Louise and Mark in the backseat, as we drive around Dover, MA! We weren't sure what to expect, and there was a pickax in the front seat...
Mark and Jordan review the photos, and figure out what to change.
After commandeering someone's driveway (and someone else's farm), Jordan shoots Mark while he jumps off of a fence, carrying the aforementioned pickax!
While I got to drive the getaway car and watch Jordan's creative process merge with the dancers' talents, below are Mark and Louise's experience from their own points-of-view. Even better... we are thrilled to present the final images- Luminarium's small portion of the Dancers Among Us Project.
After having tagged along for Mark’s photo shoot the day before, where I witnessed the semi-dangerous, repeated act of Mark jumping off the side of fence, in the rain, with a pickax in one hand with the other hand in his pocket, I didn't really know what to expect for my photo shoot with Jordan Matter. But Mark’s photo had turned out excellently so I was eager for my turn. We weren't sure if it was even going to happen, seeing as it was yet another rainy day, but ultimately I wanted to take the chance because it was Jordan’s last day in the Boston area. He seemed like a pretty spontaneous person, giving just a moment’s notice and ready to go for it even if it was a long shot. So I too decided to take a gamble on the rain. He had two shots in mind: one in front of a beautiful farm and one...

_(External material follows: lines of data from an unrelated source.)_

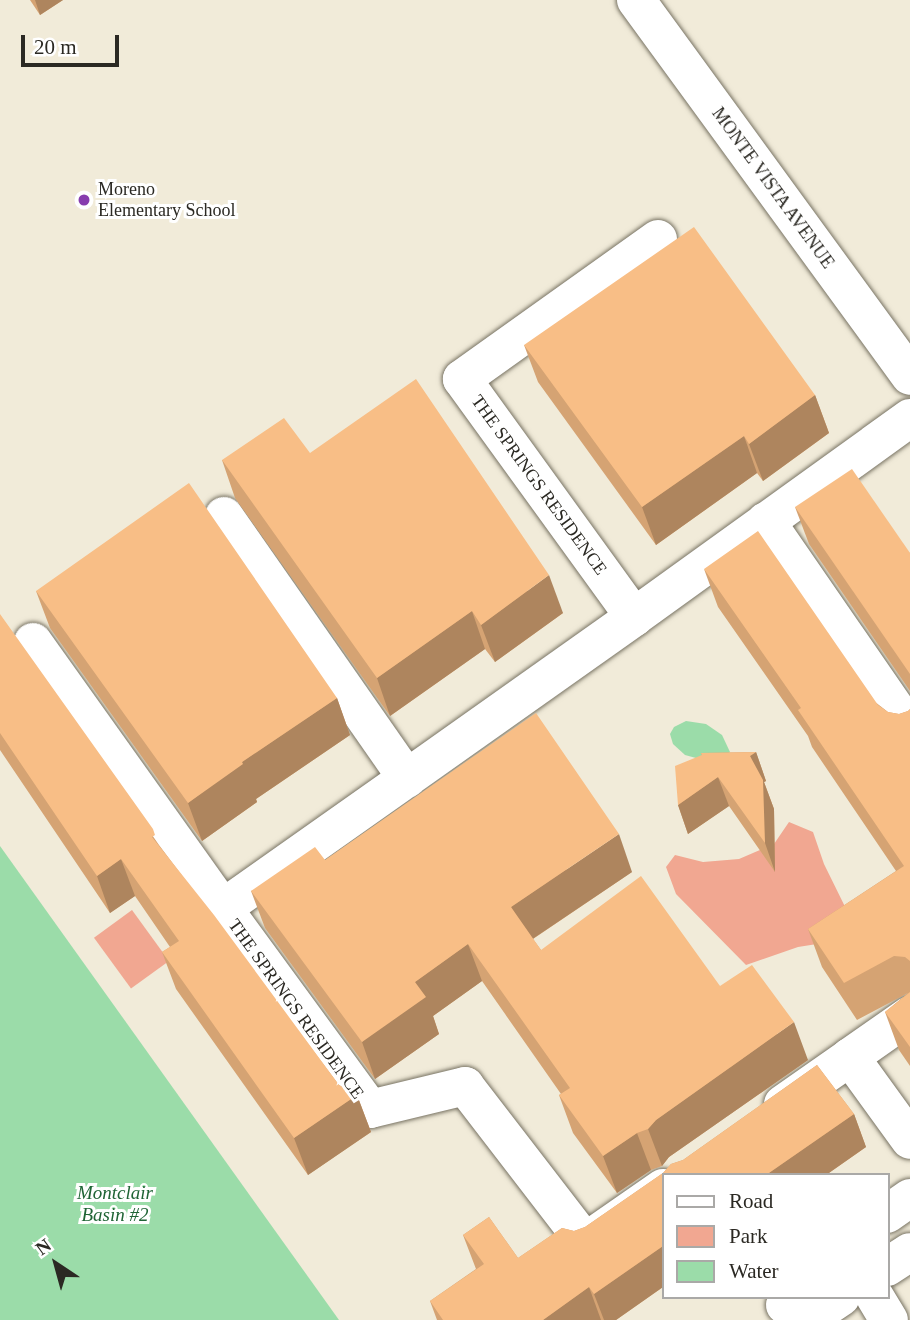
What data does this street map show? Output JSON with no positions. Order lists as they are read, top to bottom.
{
  "streets": {
    "street": ["MONTE VISTA AVENUE", "THE SPRINGS RESIDENCE"]
  },
  "water": ["Montclair Basin #2"],
  "places": ["Moreno Elementary School"],
  "legend": ["Road", "Park", "Water"],
  "scale_bar": "20 m",
  "north": "top left"
}
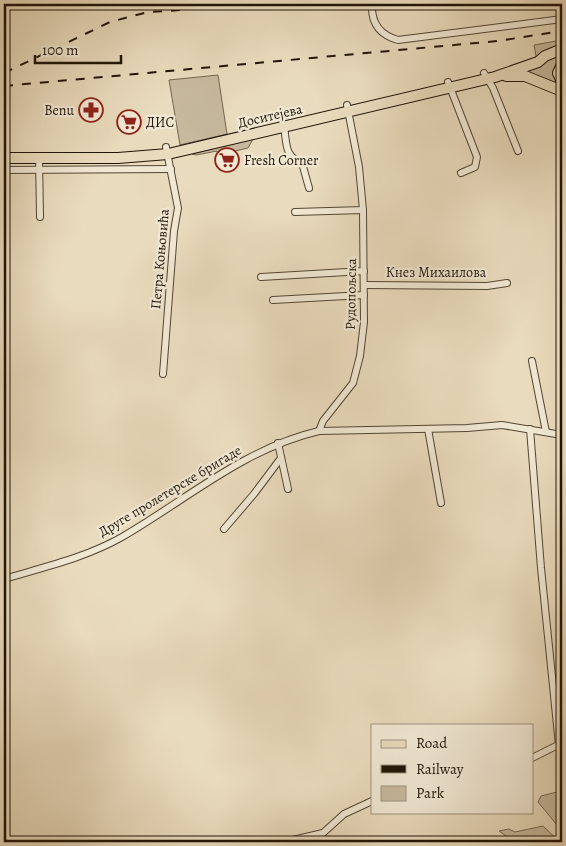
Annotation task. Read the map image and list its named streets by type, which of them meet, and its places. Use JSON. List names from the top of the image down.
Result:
{
  "streets": {
    "main road": ["Доситејева"],
    "street": [
      "Петра Коњовића",
      "Кнез Михаилова",
      "Рудопољска",
      "Друге пролетерске бригаде"
    ]
  },
  "crossings": [
    ["Доситејева", "Петра Коњовића"],
    ["Доситејева", "Рудопољска"],
    ["Кнез Михаилова", "Рудопољска"],
    ["Рудопољска", "Друге пролетерске бригаде"]
  ],
  "places": {
    "pharmacy": ["Benu"],
    "supermarket": ["ДИС", "Fresh Corner"]
  },
  "legend": ["Road", "Railway", "Park"],
  "scale_bar": "100 m"
}
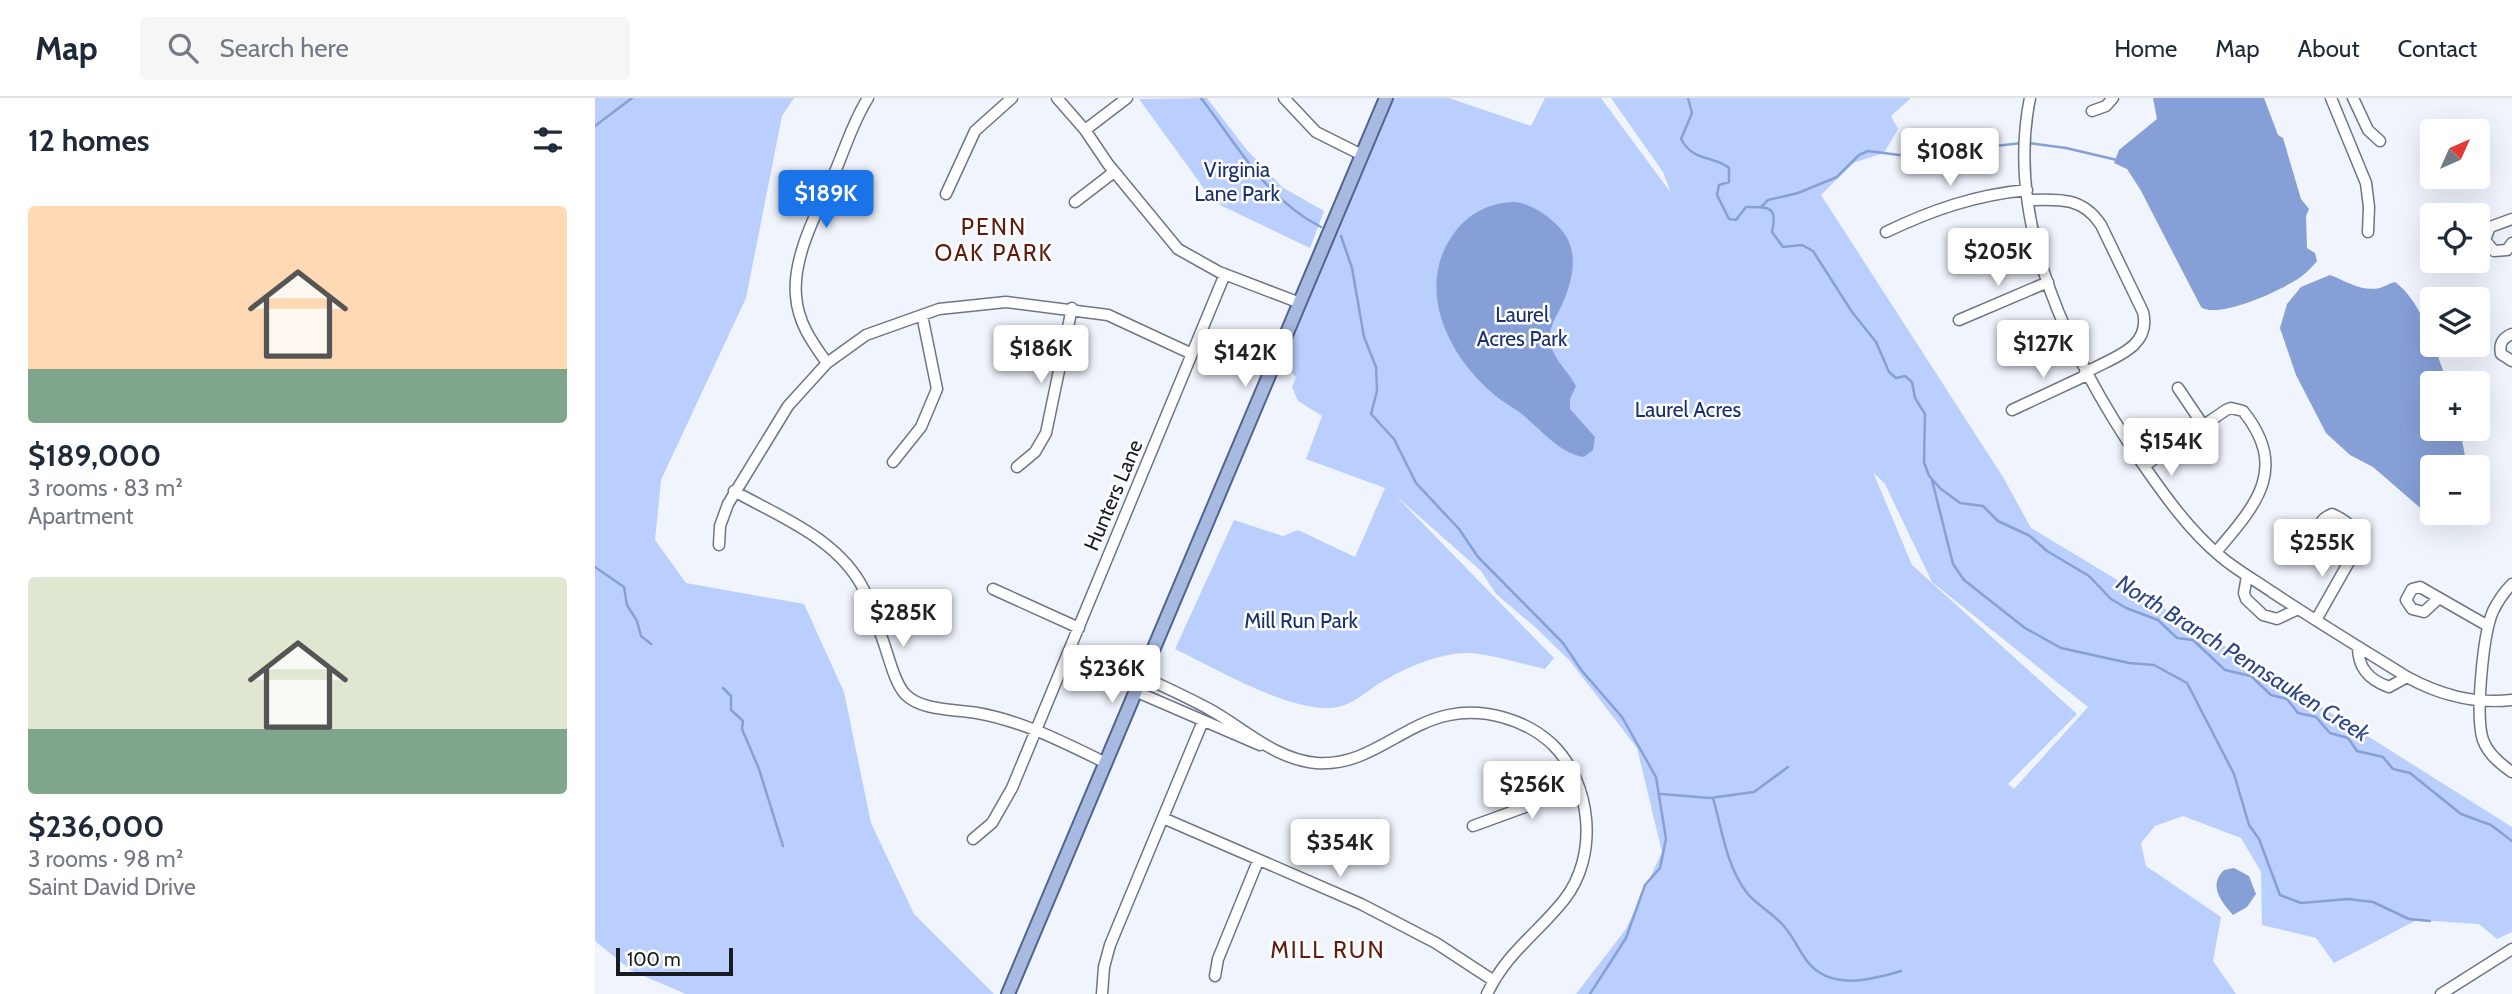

in this huge, picturesque old tree. We went to the farm first, and we were lucky that the rain had finally stopped. As I offered a red apple in the palm of my hand to a field of disinterested cows and calves, I had to pick a pose that I could hold for quite a while since the goal was to catch the eye of just one of the many grazers. I chose to stand in arabesque and had to do so over and over, moving from one cow to the next, to see who would participate. As we moved up and down the fence some of them completely ignored me, while others became a little uneasy and walked away. Twice, Jordan wondered aloud what would happen if I were to jump the fence and get right in there among them all. I nervously pondered this idea with him, trying to sound accommodating while secretly hoping that it wouldn’t actually come to that, as I wasn’t sure what reaction I’d receive from the mothers if I startled their young ones.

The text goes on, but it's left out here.